Buddhism says that all existence (including human existence) is marked by three conditions: Impermanence (Anicca), Unsatisfactoriness (Dukkha), and Non-selfhood (Anatta). We will discuss each of these, but we will do it in this order:

  1. Impermanence (Annica, in Sanskrit)
  2. Non-selfhood (Anatta)
  3. Unsatisfactoriness (Dukkha)

1. Impermanence (Anicca)

Buddhism teaches the everything is impermanent, including our health and our lives. Everything is always changing, and each single thing is attached to myriad other things, all of which are changing.

The Buddhist concept of Impermanence (continual change) is similar to our own concepts of Continuing Creation and Evolution. But while our idea of change is positive, the Buddhist idea of change is negative. Evolution and Continuing Creation have a direction: they are constructive, progressive forces.   

Of course, it is a Shortcoming of Buddhism (and of all the other major world religions) that it arose too early to experience the power of modern science and its ability to cure illness and improve hygiene and nutrition. 
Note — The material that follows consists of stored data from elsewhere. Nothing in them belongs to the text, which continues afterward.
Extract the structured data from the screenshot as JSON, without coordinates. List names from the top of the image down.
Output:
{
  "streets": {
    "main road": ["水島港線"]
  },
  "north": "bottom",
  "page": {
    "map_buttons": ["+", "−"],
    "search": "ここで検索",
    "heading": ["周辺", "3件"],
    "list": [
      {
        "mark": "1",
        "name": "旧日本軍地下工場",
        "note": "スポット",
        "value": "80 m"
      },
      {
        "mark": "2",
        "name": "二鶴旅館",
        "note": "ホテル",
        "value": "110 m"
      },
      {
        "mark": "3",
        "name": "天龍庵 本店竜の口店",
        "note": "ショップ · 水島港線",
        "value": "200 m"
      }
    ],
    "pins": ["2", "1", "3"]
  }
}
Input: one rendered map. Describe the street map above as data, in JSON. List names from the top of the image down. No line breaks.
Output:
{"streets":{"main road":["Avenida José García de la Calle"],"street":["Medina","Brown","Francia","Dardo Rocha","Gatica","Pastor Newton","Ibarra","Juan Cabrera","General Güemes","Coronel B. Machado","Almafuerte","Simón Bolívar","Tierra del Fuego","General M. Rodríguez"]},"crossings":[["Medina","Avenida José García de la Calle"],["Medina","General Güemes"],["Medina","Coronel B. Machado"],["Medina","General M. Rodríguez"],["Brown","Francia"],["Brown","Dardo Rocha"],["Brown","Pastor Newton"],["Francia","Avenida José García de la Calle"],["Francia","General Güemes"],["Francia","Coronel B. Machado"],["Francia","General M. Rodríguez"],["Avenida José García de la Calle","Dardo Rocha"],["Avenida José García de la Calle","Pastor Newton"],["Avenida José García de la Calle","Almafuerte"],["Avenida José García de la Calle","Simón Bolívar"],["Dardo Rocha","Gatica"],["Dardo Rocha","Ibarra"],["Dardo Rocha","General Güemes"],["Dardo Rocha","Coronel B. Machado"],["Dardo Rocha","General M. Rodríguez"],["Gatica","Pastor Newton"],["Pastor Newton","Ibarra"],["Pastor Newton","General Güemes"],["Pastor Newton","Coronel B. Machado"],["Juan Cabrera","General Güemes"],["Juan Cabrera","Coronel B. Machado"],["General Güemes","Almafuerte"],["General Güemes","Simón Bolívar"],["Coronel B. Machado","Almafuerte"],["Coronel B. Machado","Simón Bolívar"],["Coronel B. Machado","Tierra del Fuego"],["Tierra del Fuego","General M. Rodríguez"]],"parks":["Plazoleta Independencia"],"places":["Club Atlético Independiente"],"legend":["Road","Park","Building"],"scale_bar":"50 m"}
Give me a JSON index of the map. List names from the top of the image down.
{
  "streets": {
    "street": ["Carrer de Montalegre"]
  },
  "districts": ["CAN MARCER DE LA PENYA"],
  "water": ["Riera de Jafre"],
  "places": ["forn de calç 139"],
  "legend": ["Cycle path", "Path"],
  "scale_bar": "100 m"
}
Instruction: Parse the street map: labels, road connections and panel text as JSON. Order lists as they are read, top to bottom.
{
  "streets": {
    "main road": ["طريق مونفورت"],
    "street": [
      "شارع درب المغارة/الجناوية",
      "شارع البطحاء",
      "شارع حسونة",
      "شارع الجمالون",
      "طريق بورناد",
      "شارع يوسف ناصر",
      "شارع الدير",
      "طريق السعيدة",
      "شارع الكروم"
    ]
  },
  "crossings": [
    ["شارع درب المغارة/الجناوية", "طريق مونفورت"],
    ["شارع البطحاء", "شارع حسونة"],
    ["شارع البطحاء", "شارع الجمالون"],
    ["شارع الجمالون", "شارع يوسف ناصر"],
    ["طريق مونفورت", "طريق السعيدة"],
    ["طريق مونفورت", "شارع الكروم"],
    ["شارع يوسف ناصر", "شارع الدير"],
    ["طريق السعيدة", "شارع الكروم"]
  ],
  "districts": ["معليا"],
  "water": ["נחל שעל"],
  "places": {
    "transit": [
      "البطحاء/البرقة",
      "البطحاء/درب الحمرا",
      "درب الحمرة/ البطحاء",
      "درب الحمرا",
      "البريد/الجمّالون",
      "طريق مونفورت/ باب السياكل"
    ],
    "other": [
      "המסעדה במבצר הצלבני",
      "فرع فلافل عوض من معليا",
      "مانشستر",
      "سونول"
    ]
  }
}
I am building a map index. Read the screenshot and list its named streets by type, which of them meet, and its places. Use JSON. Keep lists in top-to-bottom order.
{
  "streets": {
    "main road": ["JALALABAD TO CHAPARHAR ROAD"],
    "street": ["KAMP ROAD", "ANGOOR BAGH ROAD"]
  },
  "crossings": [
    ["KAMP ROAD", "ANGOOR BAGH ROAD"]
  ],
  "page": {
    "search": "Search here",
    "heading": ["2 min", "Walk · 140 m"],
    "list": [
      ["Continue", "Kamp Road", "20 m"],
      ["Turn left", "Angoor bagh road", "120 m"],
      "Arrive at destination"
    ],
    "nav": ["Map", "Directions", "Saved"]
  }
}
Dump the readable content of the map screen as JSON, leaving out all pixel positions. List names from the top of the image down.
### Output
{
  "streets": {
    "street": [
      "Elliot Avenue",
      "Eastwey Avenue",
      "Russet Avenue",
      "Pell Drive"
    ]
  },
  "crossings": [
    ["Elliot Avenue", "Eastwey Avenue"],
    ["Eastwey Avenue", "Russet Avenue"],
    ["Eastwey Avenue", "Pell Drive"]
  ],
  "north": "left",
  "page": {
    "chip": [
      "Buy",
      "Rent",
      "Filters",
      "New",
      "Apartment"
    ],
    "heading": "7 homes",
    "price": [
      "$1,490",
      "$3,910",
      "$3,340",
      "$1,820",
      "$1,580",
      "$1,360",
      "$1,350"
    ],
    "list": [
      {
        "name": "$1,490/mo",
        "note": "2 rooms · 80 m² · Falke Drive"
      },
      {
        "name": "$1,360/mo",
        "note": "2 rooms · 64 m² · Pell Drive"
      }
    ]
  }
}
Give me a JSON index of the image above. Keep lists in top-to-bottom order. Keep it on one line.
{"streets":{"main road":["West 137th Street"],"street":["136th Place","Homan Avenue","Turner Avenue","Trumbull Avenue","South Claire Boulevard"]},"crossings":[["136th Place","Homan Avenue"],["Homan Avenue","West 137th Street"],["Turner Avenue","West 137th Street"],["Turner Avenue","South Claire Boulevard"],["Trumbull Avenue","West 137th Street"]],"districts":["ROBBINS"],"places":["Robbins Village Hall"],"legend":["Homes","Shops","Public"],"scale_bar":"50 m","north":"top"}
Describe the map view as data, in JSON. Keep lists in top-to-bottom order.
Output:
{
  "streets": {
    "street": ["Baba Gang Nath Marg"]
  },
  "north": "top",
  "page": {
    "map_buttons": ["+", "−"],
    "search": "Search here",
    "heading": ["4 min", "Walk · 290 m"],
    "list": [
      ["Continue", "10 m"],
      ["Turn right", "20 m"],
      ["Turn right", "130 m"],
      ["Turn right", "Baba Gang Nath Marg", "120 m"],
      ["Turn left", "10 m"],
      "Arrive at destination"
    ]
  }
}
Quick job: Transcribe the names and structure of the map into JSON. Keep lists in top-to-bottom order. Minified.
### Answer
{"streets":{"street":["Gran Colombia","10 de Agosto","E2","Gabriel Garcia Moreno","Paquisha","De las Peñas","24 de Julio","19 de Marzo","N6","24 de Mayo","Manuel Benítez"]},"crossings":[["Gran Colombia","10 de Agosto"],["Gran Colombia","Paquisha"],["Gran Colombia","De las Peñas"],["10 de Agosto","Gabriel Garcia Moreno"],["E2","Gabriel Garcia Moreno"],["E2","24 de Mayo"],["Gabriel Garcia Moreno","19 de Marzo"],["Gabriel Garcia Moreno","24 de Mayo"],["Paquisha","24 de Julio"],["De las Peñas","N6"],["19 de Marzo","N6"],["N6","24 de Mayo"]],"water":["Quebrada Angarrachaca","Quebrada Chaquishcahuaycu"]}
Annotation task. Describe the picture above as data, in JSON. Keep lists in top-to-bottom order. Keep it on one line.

Buddhism is right when it says that all things are impermanent.  A nail may be made of iron, and in the open air it becomes iron-oxide (rust). Nevertheless, the nail is a nail for its allotted time!  It comes down to the pessimism of Buddhism versus the optimism of our Way of Continuing Creation.

Buddhists ask, “Why bother creating a nail?”
Weavers of Continuing Creation ask, “How soon we can begin forging nails?!  We want to build a house!